::: MATERIAL SHOWN :::

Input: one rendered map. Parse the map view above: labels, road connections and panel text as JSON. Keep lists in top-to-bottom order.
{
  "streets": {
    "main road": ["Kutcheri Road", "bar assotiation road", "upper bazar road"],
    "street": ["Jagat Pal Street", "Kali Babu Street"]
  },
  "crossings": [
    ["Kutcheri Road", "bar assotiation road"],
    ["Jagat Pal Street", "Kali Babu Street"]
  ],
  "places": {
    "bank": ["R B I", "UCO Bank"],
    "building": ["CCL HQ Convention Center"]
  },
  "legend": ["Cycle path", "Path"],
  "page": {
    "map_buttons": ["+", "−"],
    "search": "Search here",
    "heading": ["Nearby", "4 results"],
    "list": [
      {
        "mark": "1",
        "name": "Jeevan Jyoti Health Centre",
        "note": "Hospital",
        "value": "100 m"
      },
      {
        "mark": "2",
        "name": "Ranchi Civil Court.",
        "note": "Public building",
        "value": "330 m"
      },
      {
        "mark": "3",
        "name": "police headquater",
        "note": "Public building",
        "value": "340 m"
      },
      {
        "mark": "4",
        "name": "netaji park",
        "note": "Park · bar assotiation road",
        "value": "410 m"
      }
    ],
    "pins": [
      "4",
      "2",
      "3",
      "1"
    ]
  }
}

:::
::: MATERIAL SHOWN :::

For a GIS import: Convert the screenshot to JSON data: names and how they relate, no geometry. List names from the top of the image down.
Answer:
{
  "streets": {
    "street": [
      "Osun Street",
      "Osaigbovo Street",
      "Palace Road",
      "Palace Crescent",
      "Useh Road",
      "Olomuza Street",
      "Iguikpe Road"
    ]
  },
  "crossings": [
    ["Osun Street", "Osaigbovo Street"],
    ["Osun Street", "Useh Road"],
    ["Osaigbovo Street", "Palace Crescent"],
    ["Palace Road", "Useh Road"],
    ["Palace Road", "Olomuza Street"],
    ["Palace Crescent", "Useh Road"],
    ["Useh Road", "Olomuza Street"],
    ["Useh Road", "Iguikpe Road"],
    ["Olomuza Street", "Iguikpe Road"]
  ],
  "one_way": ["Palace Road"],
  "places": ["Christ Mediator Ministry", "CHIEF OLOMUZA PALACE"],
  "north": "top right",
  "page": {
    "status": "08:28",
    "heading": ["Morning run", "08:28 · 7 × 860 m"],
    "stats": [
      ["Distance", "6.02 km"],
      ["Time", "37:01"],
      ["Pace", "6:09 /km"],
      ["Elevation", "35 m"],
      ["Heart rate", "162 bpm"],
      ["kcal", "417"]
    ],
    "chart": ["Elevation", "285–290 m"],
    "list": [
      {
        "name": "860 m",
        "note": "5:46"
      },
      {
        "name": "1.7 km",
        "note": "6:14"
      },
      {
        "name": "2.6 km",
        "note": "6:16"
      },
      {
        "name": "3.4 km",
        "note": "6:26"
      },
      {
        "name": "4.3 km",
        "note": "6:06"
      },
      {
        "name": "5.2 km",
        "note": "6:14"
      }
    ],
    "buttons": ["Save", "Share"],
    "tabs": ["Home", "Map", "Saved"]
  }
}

:::
::: MATERIAL SHOWN :::

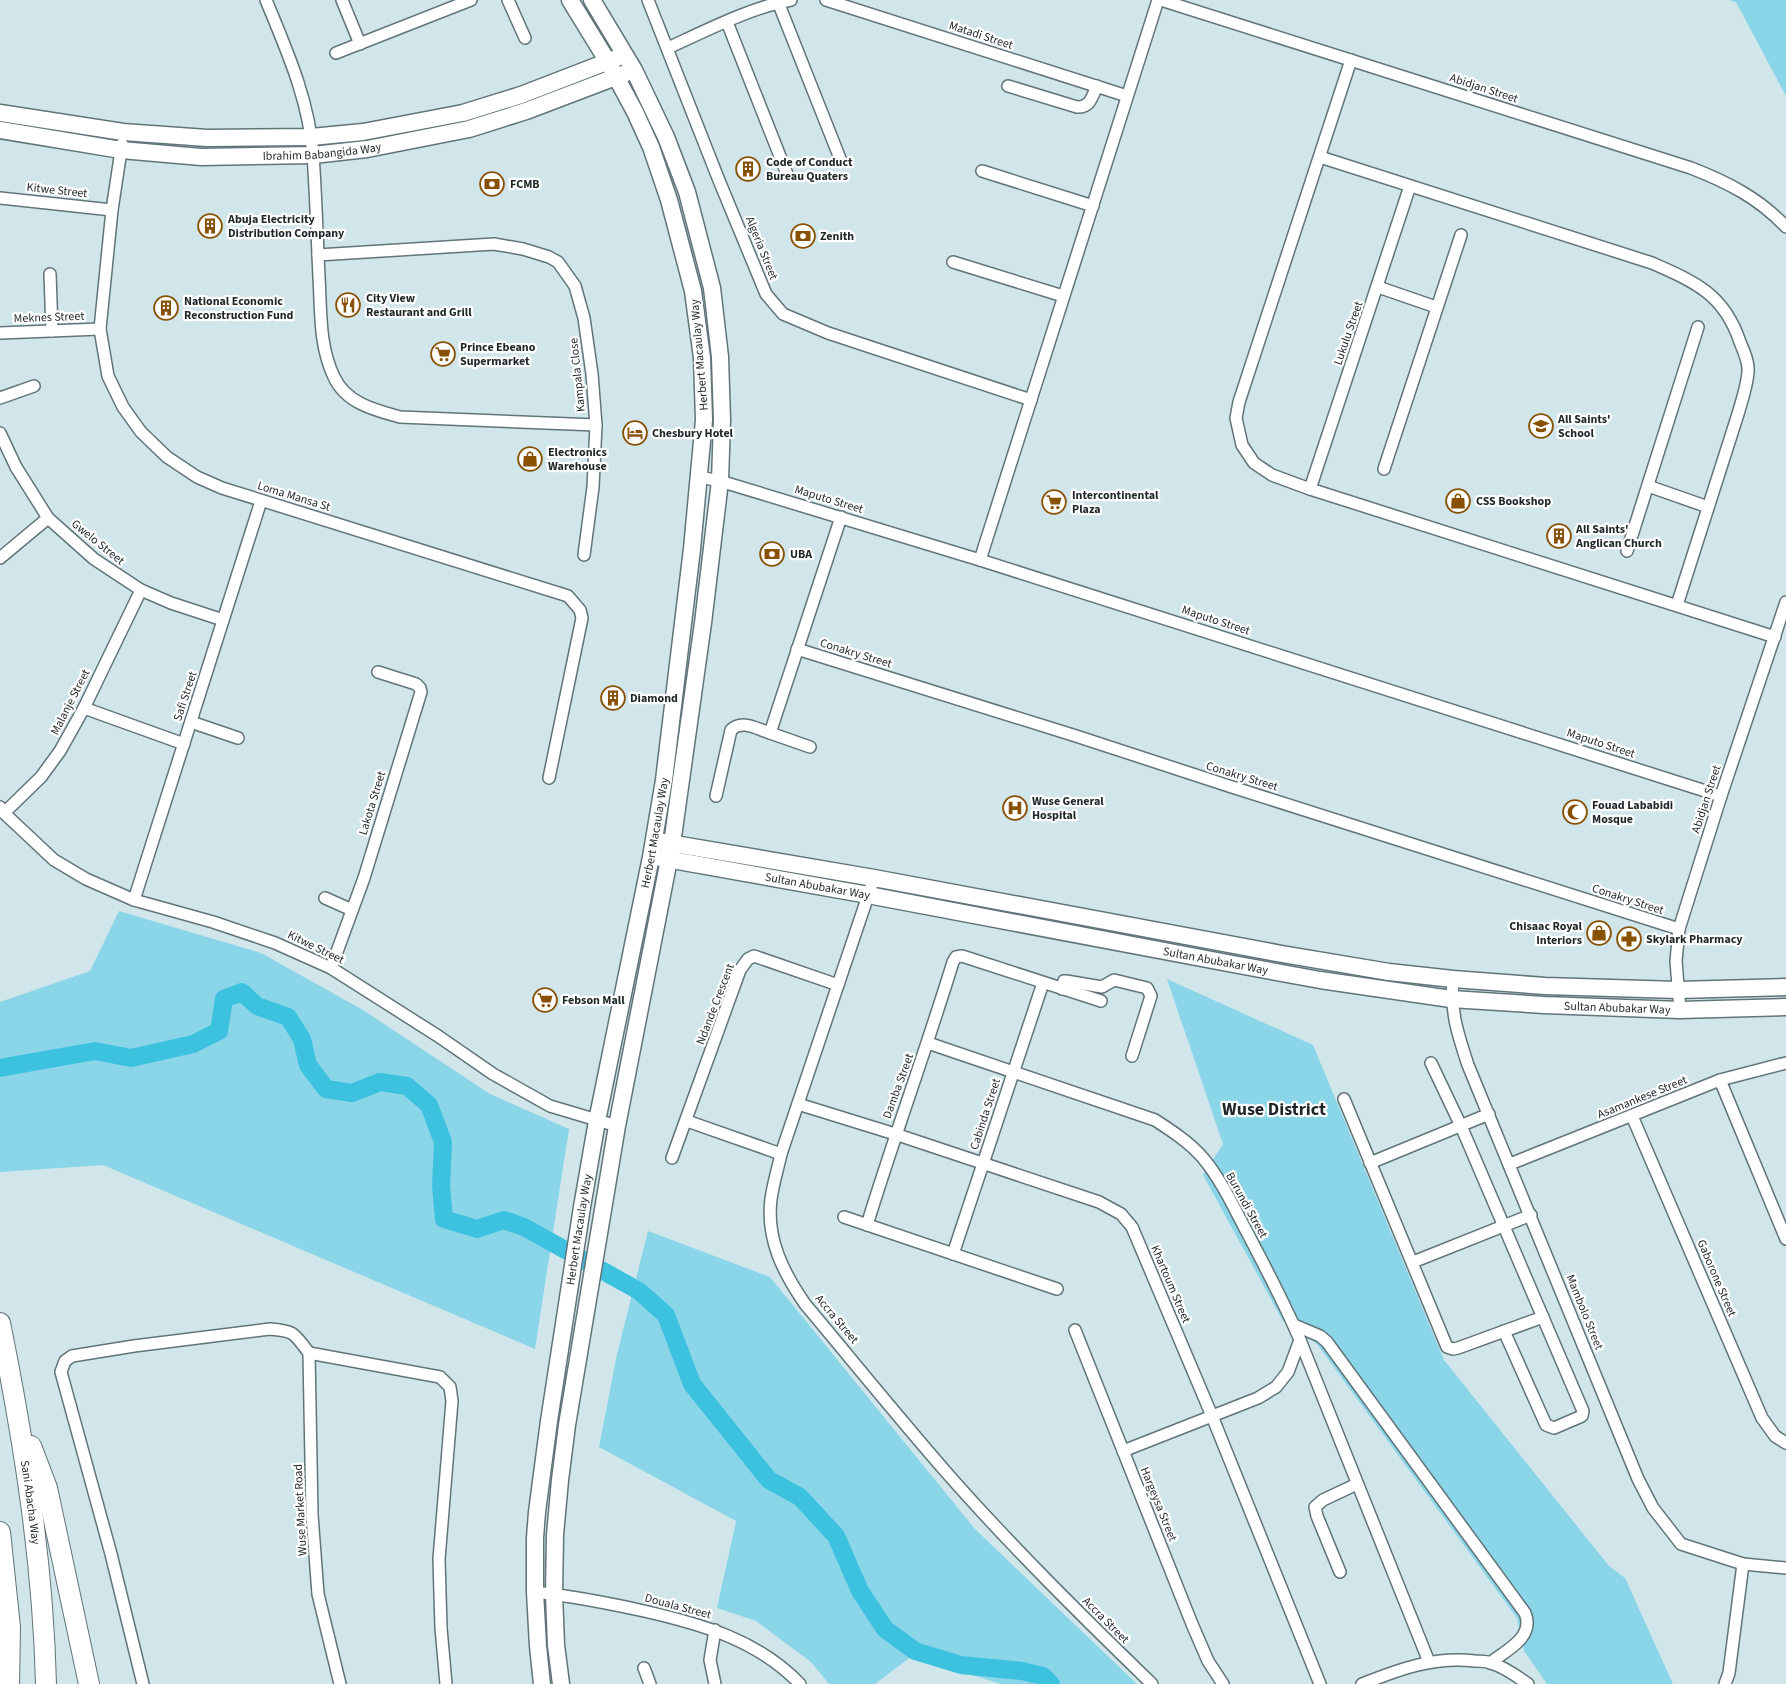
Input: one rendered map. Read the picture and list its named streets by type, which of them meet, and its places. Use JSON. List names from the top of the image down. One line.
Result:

:::

WHAT IS REQUIRED:
Reproduce every line of the records containing the string "from".

SOLUTION TO THE PROBLEM:
For a GIS import: Convert the screenshot to JSON data: names and how they relate, no geometry. List names from the top of the image down.
Input: one rendered map. Read the picture and list its named streets by type, which of them meet, and its places. Use JSON. List names from the top of the image down. One line.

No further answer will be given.